Collected data:
—————

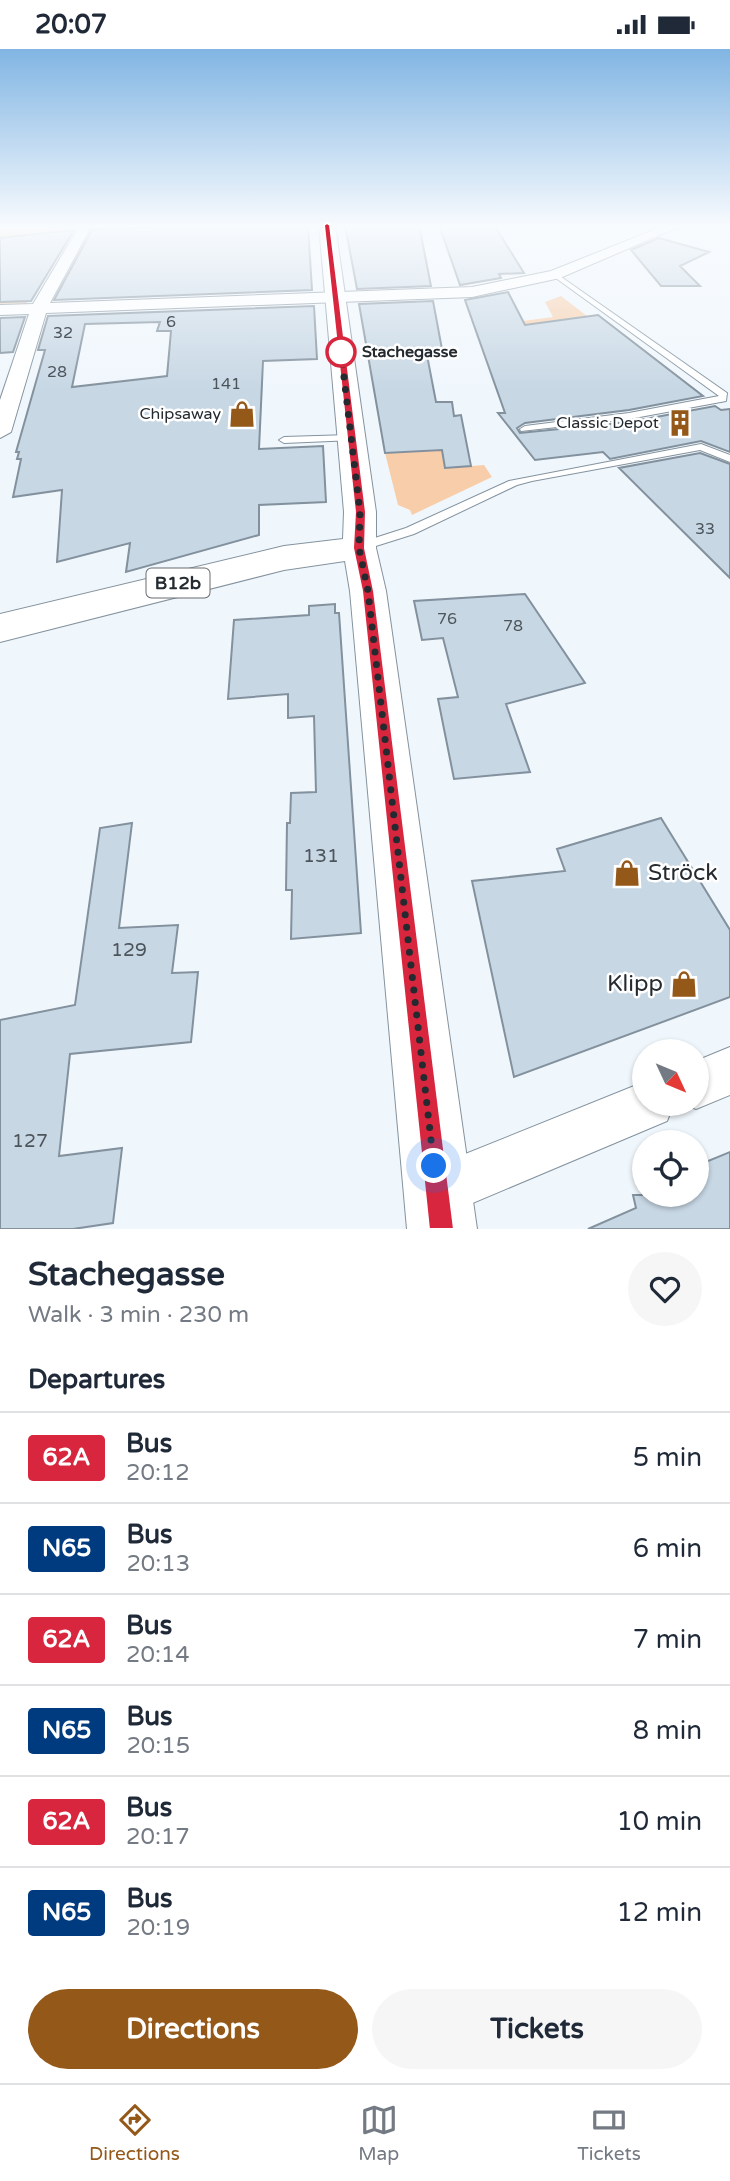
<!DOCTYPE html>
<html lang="en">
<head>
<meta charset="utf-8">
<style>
  :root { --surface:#fff; --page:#f6f6f7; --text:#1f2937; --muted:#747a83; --line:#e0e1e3; --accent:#945819 }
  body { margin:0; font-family:"Varela Round",sans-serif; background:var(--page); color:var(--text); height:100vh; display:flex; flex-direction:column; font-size:26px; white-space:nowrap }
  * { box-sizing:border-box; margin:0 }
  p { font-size:23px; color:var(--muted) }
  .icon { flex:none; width:38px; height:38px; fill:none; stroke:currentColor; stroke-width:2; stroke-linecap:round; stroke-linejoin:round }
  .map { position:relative; height:1180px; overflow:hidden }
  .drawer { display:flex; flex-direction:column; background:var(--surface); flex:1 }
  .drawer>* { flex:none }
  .badge { padding:0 14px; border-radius:5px; font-size:24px; line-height:46px }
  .needle { width:46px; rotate:134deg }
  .fabs { position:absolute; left:632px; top:990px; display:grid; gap:14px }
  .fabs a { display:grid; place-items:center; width:77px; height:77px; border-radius:50%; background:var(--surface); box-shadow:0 2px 5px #0004; font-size:35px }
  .you { position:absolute; width:35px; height:35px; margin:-18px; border:5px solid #fff; border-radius:50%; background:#1a73e8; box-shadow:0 0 0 10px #1a73e833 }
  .map>.badge { position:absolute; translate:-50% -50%; box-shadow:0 0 0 4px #fff }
  h2 { padding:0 28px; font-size:26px; line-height:63px }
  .round { display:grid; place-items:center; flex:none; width:74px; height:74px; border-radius:37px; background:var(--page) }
  .summary { display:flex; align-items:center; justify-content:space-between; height:119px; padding:0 28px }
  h1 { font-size:33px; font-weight:800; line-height:52px }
  .action { display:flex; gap:14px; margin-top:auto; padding:14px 28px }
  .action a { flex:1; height:80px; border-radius:42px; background:var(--accent); color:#fff; font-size:28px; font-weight:800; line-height:80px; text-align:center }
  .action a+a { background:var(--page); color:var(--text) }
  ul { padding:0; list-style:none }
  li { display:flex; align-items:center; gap:21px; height:91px; padding:0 28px; border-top:2px solid var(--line) }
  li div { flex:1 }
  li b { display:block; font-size:26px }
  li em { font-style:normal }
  li .badge { min-width:77px; font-weight:700; text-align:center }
  .status { display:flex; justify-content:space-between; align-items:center; height:49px; padding:0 35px; background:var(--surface); direction:ltr }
  .status svg { height:19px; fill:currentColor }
  .tabs { display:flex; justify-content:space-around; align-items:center; height:98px; border-top:2px solid var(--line); background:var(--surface); font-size:19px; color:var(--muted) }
  .tabs a { display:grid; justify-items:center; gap:4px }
  .tabs .active { color:var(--accent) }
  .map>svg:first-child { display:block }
  .green { fill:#f8cda9 }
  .building { fill:#c7d7e4; stroke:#82919d; stroke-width:2; fill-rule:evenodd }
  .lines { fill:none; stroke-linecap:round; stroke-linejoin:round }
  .lane-casing { stroke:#84939f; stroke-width:2 }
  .street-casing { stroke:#84939f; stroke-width:2 }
  .primary-casing { stroke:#84939f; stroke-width:2 }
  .lane { fill:#fff; fill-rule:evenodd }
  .street { fill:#fff; fill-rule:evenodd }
  .primary { fill:#fff; fill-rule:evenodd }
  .line { fill:#d7263d; stroke:#fff; stroke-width:2 }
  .walk { stroke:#242a2f; stroke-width:7; stroke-dasharray:0 12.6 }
  .stop-dot { fill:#fff; stroke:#d7263d; stroke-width:3.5 }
  .labels { text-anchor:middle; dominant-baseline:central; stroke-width:5; stroke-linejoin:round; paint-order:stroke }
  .number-label { font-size:16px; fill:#4d555c }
  .far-stop-label { font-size:16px; font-weight:bold; fill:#242a2f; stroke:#fff; text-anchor:start }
  .far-poi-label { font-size:16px; fill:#242a2f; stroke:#fff; text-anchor:end }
  .shield { fill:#fff; stroke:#666a6d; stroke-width:2 }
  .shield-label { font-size:18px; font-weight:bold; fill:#242a2f }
  .near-number-label { font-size:19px; fill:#4d555c }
  .near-poi-label { font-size:23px; fill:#242a2f; stroke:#fff; text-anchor:start }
</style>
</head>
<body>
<div class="status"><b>20:07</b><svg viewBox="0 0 49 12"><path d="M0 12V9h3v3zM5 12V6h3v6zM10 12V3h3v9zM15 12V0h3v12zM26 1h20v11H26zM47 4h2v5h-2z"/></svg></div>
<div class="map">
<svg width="730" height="1180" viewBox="0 0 730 1180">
  <rect width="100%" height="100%" fill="#f0f7fc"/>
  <!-- green -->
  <path class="green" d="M0,176h74l1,4 -48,74 -27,1z
    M561,247l26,20 -62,9 -2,-4 30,-4 -8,-15z
    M442,401l3,18 39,-3 8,12 -80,38 -2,-5 -12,-5 -13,-52z"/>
  <!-- building -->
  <path class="building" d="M204,176l104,1 4,64 -258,10 38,-70z
    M345,176h74l12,61 -74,3z
    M439,176h55l30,48 -25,1 2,4 -41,7z
    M74,181l-43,71 -31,1v-64z
    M659,189l50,14 -29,14 20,20h-39l-30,-36z
    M508,243l17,33 73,-10 105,81 -74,14 -104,13 -8,5 3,5 109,-11 86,-16 6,4 9,-1v43l-29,-11 -91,18 -7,-7 -68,8 -37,-47h7l-40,-113z
    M433,252l9,48 -16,1 10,52h16l2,14 7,-1 10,51 -26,2 -3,-18 -57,3 -26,-149z
    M314,257l3,53 -54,2 -4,88 64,-3 3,56 -67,3v30l-133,37 4,-29 -73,19 5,-72 -49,7 8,-38h-4l2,-7h-3l29,-102h-7l10,-34zM160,273l-3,9h14l-4,45 -95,11 13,-63z
    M25,268l-12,35 -13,1v-35z
    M700,404l30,11v114l-111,-110z
    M525,545l60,89 -79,21 24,68 -76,7 -16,-80 20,-2 -15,-59 -21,2 -8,-39z
    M335,555v9h4l22,320 -70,6 1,-49h-6l1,-67h3l1,-30 25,-1 -2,-76 -26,2v-24l-60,5 6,-79 75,-5v-9z
    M661,769l69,112v67l-216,80 -42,-196 93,-10 -8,-22z
    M132,774l-13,105 59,-3 -6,48 26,-1 -7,70 -121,12 -11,102 63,-8 -9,75 -40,6h-73v-209l75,-15 25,-177z
    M730,1103v77h-142l48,-21 -3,-13h63v-29z"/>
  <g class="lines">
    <defs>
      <path id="lane" d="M553,225h4l170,119 -1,8 -97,18 -108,12 -1,-2 5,-3 104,-13 90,-17 -166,-120z
        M350,386l4,1v4l-70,3 -5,-3 5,-3z
        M701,395l29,11v7l-30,-12 -168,31 -15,4 -103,49 -54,17 -6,-4 2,-3 50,-16 103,-47z"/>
      <path id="street" d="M80,176h12l-42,78 422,-16 79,-16 115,-46h17l-123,53 -88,19 -426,16 -35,119 -11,6v-38l29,-86 -29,1v-10l33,-1z
        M730,998v48l-34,14 -12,-5h12v-43z
        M644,1033v22h30l-7,17 -230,97 -19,-7 -7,-19 7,-19z"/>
      <path id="primary" d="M319,176h16l41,287v36l10,43 91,638h-70l-57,-638 -5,-30 -61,9 -284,72v-28l284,-68 59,-7 1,-27z"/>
    </defs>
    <!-- lane casing -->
    <use href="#lane" class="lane-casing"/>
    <!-- street casing -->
    <use href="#street" class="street-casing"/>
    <!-- primary casing -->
    <use href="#primary" class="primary-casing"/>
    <!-- lane -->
    <use href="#lane" class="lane"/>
    <!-- street -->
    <use href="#street" class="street"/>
    <!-- primary -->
    <use href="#primary" class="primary"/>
  </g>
  <!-- sky -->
  <linearGradient id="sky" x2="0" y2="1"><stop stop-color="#81b5e3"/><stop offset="0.52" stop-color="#f8fbfe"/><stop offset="1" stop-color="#f8fbfe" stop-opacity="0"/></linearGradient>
  <rect width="730" height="341" fill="url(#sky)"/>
  <!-- line -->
  <path class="line" d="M327,174l3,2 36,287 -1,36 9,43 80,638h-25l-67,-638 -9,-43 2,-36 -31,-287z"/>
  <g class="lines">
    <!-- walk -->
    <path class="walk" d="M341,303l19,160 -1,36 9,43 66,575"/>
  </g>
  <!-- icons -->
  <defs>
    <symbol id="shop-bare" viewBox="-9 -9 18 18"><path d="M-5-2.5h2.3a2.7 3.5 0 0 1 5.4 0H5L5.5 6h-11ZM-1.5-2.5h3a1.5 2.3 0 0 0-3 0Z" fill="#945819" stroke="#fff" stroke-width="2.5" paint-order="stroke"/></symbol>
    <symbol id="building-bare" viewBox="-9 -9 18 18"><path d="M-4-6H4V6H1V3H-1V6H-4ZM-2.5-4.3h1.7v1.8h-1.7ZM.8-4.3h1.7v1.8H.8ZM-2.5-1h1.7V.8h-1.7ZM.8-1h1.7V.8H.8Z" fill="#945819" stroke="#fff" stroke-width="2.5" paint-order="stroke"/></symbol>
  </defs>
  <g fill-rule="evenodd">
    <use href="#shop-bare" x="223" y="346" width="38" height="38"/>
    <use href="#building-bare" x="661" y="355" width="38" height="38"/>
    <use href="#shop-bare" x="608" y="805" width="38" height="38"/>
    <use href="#shop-bare" x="665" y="916" width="38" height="38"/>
  </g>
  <!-- markers -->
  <circle class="stop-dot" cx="341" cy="303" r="14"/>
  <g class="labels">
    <!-- number labels -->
    <g class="number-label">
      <text x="171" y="273">6</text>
      <text x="63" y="284">32</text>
      <text x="57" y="323">28</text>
      <text x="226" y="335">141</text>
      <text x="705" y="480">33</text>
      <text x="447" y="570">76</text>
      <text x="513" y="577">78</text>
    </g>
    <!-- far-stop labels -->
    <g class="far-stop-label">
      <text x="362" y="303">Stachegasse</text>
    </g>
    <!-- far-poi labels -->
    <g class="far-poi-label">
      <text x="221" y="365">Chipsaway</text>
      <text x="659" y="374">Classic Depot</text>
    </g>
    <!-- shield labels -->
    <rect class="shield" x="146.5" y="519.5" width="63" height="29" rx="5"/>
    <g class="shield-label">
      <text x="178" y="534">B12b</text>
    </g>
    <!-- near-number labels -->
    <g class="near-number-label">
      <text x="321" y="807">131</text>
      <text x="129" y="901">129</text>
      <text x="30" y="1092">127</text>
    </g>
    <!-- near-poi labels -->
    <g class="near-poi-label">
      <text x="648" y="824">Ströck</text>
      <text x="663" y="935" text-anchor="end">Klipp</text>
    </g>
  </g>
</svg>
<div class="fabs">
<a><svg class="needle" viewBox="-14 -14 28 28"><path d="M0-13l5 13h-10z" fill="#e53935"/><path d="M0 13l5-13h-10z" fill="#747a83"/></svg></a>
<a><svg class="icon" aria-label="locate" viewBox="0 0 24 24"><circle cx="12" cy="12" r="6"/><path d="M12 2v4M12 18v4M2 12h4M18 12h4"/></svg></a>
</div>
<div class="you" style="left:434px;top:1117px"></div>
</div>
<section class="drawer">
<div class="summary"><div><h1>Stachegasse</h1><p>Walk · 3 min · 230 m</p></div><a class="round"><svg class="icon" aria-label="heart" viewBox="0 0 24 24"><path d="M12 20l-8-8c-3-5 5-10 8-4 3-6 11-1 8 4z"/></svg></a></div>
<h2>Departures</h2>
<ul>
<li><span class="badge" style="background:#d7263d;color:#fff">62A</span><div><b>Bus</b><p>20:12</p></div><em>5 min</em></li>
<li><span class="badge" style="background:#003b80;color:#fff">N65</span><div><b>Bus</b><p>20:13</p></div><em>6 min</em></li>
<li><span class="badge" style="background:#d7263d;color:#fff">62A</span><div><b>Bus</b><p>20:14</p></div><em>7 min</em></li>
<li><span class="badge" style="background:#003b80;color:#fff">N65</span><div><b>Bus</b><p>20:15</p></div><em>8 min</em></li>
<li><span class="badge" style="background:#d7263d;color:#fff">62A</span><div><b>Bus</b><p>20:17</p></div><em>10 min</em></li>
<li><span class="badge" style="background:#003b80;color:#fff">N65</span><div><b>Bus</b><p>20:19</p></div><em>12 min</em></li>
</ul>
<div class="action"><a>Directions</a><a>Tickets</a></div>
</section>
<nav class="tabs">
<a class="active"><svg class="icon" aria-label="directions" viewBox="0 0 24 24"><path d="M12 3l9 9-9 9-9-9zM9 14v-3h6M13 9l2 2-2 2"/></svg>Directions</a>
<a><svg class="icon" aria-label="map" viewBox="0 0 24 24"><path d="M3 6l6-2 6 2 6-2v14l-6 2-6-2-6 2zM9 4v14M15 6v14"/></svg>Map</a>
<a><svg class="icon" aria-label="tickets" viewBox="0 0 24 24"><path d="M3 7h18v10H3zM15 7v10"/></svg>Tickets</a>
</nav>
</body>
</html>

—————

YOUR GOAL: Pictures stay out. Transcribe the lines from the start of the entries above through the line with "--surface:#fff; --page:#f6f6f7; --text:#1f2937;", exactly.

ANSWER TO THIS PROBLEM:
<!DOCTYPE html>
<html lang="en">
<head>
<meta charset="utf-8">
<style>
  :root { --surface:#fff; --page:#f6f6f7; --text:#1f2937; --muted:#747a83; --line:#e0e1e3; --accent:#945819 }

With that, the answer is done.